Diuresis
Increased urine production, often as a therapeutic goal
Definition
Diuresis is increased excretion of urine. It may be physiologic (after large fluid intake), pathologic (diabetes insipidus, hyperglycemia), or therapeutic (from diuretic medications).
Diuretic Classes
- Loop (furosemide, bumetanide): Most potent; for CHF, pulmonary edema.
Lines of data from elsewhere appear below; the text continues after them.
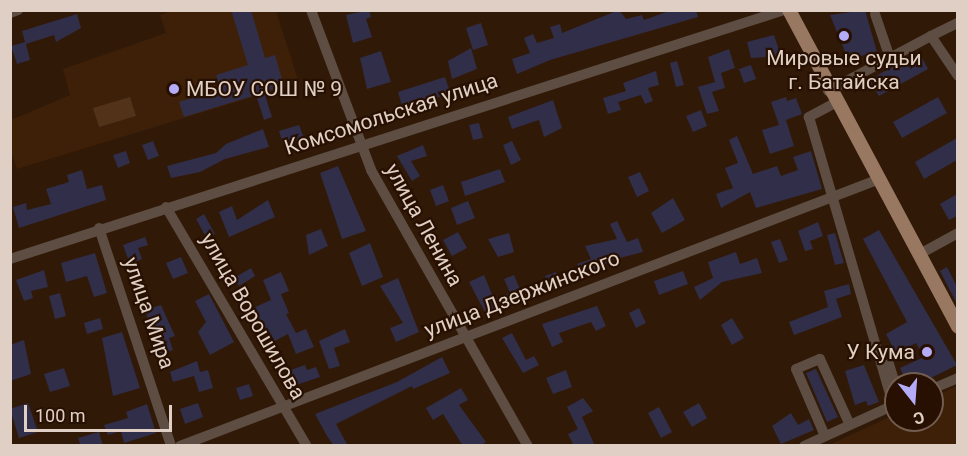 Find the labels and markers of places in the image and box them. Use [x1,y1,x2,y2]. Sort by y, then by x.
marker: Мировые судьи г. Батайска [837,29,851,43]
place label: Мировые судьи г. Батайска [766,45,922,95]
place label: МБОУ СОШ № 9 [186,76,342,102]
marker: МБОУ СОШ № 9 [167,82,181,96]
place label: У Кума [847,339,915,365]
marker: У Кума [920,345,934,359] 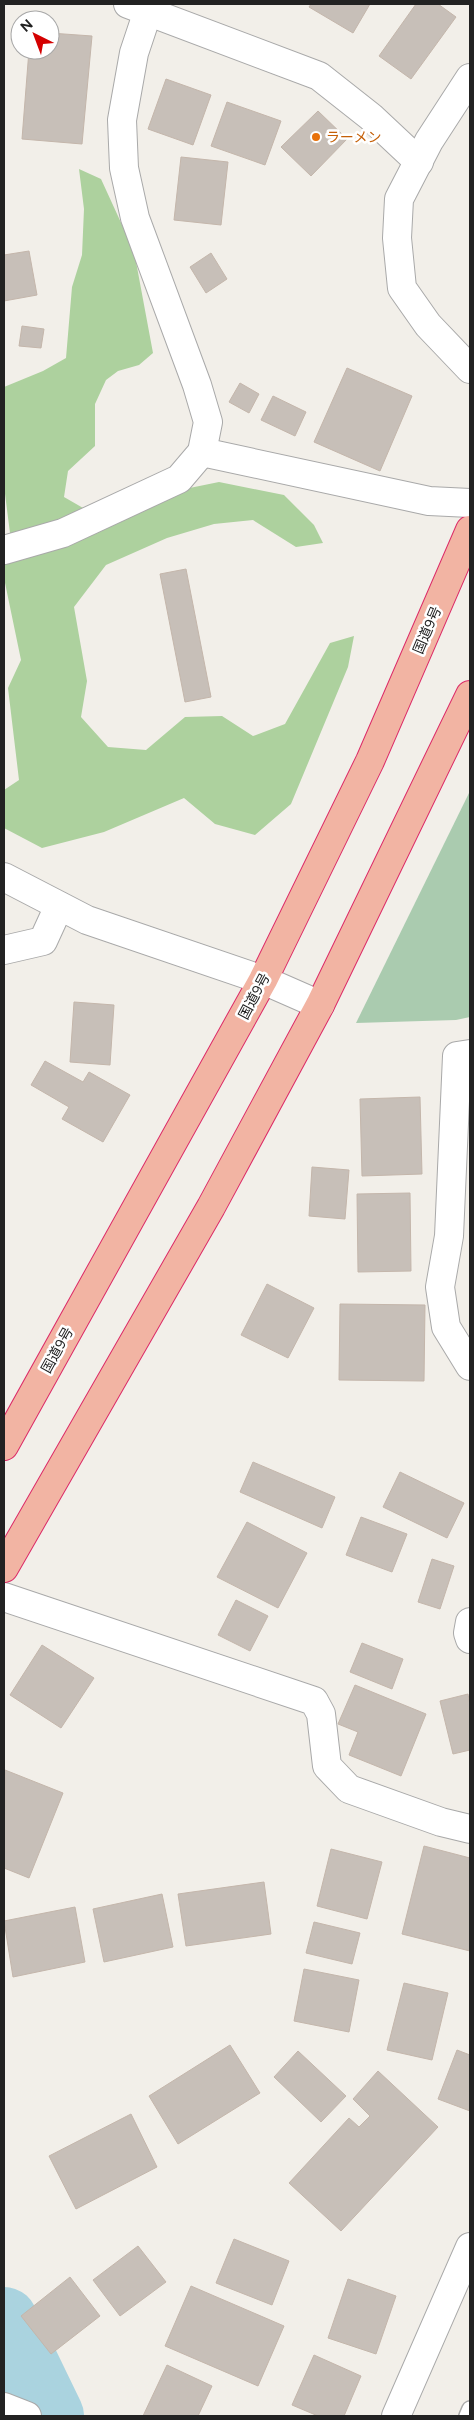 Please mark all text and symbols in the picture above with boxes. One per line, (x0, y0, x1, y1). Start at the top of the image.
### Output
north arrow (10, 10, 60, 60)
text: N (17, 16, 36, 36)
place label: ラーメン (326, 129, 381, 146)
marker: ラーメン (310, 131, 322, 143)
street label: 国道9号 (410, 604, 445, 657)
street label: 国道9号 (235, 970, 274, 1022)
street label: 国道9号 (38, 1324, 77, 1376)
Monitor K, Mg, Na, hearing.
- Thiazide (HCTZ): Mild-moderate diuresis for hypertension, such as hypokalemia, hyperglycemia, hyperuricemia.
- Potassium-sparing (spironolactone): Hypertension, hyperaldosteronism, CHF. Hyperkalemia risk; gynecomastia.
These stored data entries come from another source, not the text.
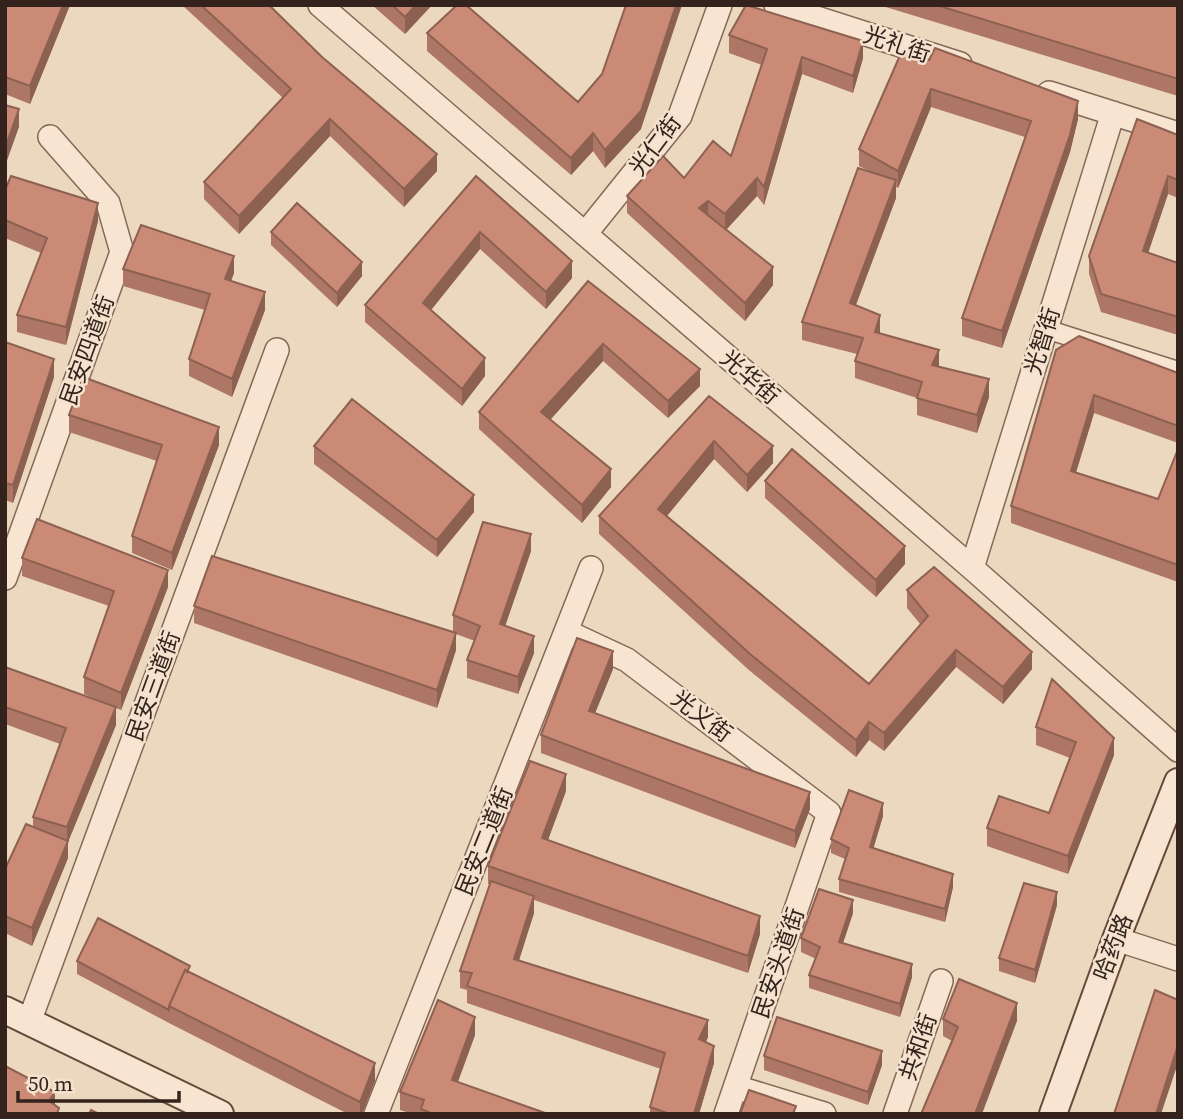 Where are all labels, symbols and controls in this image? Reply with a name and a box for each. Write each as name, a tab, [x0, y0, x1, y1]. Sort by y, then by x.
street label: 光礼街	[859, 18, 935, 70]
street label: 光仁街	[621, 108, 689, 182]
street label: 民安四道街	[52, 290, 122, 410]
street label: 光智街	[1017, 303, 1067, 379]
street label: 光华街	[713, 342, 787, 412]
street label: 民安三道街	[118, 626, 188, 746]
street label: 光义街	[665, 682, 739, 750]
street label: 民安二道街	[448, 782, 520, 900]
street label: 民安头道街	[744, 903, 812, 1023]
street label: 哈药路	[1086, 909, 1140, 985]
street label: 共和街	[892, 1009, 944, 1085]
scale bar	[18, 1060, 178, 1104]
text: 50 m	[28, 1069, 73, 1098]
- Osmotic (mannitol): Reduce ICP, IOP. Avoid in anuria.
- Carbonic anhydrase inhibitors (acetazolamide): Glaucoma, altitude sickness.
Nursing Monitoring
Daily weights, I&O, serum electrolytes (especially K+), orthostatic BP, hearing, and signs of dehydration. Give in the morning to avoid nocturia. Teach patients to rise slowly, limit sodium, and eat potassium-rich foods on loop/thiazide diuretics (unless on ACE/ARB/K-sparing).
NCLEX Relevance
Hypokalemia + digoxin = toxicity. Spironolactone causes hyperkalemia.